Last updated 10/4/2024
Model overview

audiogen is a model developed by Sepal that can generate sounds from text prompts. It is similar to other audio-related models like musicgen from Meta, which generates music from prompts, and styletts2 from Adirik, which generates speech from text. audiogen can be used to create a wide variety of sounds, from ambient noise to sound effects, based on the text prompt provided.

Model inputs and outputs

audiogen takes a text prompt as the main input, along with several optional parameters to control the output, such as duration, temperature, and output format. The model then generates an audio file in the specified format that represents the sounds described by the prompt.


  • Prompt: A text description of the sounds to be generated
  • Duration: The maximum duration of the generated audio (in seconds)
  • Temperature: Controls the "conservativeness" of the sampling process, with higher values producing more diverse outputs
  • Classifier Free Guidance: Increases the influence of the input prompt on the output
  • Output Format: The desired output format for the generated audio (e.g., WAV)

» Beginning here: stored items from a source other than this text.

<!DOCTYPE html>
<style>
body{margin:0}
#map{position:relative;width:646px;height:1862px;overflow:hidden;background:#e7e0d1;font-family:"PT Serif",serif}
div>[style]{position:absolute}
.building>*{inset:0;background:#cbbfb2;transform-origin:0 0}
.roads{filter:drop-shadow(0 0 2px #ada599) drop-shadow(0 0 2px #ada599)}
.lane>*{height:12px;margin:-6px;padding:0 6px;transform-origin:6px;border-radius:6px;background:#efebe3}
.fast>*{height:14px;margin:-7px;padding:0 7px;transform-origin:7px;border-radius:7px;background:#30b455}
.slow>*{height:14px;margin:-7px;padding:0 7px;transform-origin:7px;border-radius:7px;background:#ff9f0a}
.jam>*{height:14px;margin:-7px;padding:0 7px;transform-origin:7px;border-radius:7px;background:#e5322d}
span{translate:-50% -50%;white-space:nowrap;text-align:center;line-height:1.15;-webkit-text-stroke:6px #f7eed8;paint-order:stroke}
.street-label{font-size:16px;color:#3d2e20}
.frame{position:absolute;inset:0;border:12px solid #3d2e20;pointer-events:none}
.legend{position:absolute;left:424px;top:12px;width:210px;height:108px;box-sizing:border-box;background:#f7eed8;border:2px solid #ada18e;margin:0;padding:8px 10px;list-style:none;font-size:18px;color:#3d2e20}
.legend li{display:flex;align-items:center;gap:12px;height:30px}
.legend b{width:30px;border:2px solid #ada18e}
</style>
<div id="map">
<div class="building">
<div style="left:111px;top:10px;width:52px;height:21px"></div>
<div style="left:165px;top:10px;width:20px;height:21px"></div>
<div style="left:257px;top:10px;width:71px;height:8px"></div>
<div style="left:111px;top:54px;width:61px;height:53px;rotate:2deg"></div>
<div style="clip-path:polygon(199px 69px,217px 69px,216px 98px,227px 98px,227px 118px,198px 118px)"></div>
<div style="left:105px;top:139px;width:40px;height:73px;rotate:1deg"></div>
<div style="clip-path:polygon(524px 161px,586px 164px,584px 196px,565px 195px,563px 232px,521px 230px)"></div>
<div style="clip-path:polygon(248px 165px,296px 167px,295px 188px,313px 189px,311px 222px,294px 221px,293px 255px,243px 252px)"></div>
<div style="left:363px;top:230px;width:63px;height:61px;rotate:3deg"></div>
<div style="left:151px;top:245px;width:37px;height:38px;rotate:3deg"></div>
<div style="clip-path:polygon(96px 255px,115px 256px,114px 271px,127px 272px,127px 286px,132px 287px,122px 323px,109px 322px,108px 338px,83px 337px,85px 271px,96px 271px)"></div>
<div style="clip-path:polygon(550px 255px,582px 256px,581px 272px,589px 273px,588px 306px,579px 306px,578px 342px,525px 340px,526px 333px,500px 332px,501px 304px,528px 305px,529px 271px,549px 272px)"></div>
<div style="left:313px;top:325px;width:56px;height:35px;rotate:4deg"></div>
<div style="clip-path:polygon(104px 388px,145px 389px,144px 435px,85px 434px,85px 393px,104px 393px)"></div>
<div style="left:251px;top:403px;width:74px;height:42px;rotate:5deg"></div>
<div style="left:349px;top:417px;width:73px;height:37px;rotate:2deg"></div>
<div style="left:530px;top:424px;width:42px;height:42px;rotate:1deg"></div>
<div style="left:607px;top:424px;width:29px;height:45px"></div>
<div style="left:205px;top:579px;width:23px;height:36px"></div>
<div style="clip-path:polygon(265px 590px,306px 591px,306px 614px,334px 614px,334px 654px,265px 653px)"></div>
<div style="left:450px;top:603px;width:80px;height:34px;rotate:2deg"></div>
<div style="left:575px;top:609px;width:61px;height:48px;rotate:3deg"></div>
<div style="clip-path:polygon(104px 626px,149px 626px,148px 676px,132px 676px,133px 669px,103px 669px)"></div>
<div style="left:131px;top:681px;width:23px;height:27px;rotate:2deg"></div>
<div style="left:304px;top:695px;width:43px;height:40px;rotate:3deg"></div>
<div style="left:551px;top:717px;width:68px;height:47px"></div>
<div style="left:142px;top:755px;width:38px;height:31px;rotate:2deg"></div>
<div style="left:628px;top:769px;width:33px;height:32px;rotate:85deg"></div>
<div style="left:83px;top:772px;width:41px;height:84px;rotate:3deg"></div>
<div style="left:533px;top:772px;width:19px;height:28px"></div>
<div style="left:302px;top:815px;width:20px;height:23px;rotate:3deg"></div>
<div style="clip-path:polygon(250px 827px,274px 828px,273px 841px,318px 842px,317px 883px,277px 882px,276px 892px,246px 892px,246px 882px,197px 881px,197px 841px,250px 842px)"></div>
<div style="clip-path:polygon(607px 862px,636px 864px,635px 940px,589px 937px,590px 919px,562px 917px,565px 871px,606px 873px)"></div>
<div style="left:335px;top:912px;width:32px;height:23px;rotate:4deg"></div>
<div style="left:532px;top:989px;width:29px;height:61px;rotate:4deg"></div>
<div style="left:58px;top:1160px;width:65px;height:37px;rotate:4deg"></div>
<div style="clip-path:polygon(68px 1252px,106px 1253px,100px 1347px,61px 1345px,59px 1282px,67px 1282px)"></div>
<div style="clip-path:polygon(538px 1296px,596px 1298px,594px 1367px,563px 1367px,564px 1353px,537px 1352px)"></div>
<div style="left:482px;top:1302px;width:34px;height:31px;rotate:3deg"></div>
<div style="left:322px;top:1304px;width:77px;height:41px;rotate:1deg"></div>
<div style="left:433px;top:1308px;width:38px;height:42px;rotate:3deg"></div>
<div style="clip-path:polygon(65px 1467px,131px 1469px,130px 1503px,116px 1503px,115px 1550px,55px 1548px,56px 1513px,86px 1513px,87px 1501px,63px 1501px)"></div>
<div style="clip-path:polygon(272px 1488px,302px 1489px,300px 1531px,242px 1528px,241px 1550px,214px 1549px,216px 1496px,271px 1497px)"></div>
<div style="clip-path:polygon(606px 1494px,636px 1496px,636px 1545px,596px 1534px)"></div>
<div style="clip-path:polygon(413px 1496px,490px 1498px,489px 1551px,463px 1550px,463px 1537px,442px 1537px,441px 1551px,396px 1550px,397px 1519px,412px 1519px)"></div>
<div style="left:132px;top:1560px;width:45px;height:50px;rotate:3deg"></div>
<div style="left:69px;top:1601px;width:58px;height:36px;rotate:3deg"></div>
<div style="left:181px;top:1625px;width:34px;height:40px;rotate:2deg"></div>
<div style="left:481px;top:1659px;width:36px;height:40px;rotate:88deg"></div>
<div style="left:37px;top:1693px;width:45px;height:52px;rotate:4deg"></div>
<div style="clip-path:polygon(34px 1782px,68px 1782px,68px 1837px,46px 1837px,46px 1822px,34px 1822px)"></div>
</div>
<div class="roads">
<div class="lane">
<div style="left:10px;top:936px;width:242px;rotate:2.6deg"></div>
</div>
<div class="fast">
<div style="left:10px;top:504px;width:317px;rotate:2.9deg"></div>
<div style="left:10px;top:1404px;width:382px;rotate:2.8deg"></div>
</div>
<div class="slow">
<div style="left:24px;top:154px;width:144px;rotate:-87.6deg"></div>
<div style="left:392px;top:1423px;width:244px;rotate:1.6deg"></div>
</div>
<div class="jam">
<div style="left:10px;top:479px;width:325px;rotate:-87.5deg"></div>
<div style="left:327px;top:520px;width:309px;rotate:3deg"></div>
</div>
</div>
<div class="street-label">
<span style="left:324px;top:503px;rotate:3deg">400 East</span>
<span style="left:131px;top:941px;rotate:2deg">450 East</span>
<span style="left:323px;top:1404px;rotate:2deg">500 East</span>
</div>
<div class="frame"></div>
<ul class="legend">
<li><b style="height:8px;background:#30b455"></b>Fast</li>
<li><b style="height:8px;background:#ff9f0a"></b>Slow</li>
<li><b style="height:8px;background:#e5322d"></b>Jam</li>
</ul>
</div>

  • Audio File: The generated audio file in the specified format


audiogen can create a wide range of sounds based on text prompts, from simple ambient noise to more complex sound effects. For example, you could use it to generate the sound of a babbling brook, a thunderstorm, or even the roar of a lion. The model's ability to generate diverse and realistic-sounding audio makes it a useful tool for tasks like audio production, sound design, and even voice user interface development.

What can I use it for?

audiogen could be used in a variety of projects that require audio generation, such as video game sound effects, podcast or audiobook background music, or even sound design for augmented reality or virtual reality applications. The model's versatility and ease of use make it a valuable tool for creators and developers working in these and other audio-related fields.

Things to try

One interesting aspect of audiogen is its ability to generate sounds that are both realistic and evocative. By crafting prompts that tap into specific emotions or sensations, users can explore the model's potential to create immersive audio experiences. For example, you could try generating the sound of a cozy fireplace or the peaceful ambiance of a forest, and then incorporate these sounds into a multimedia project or relaxation app.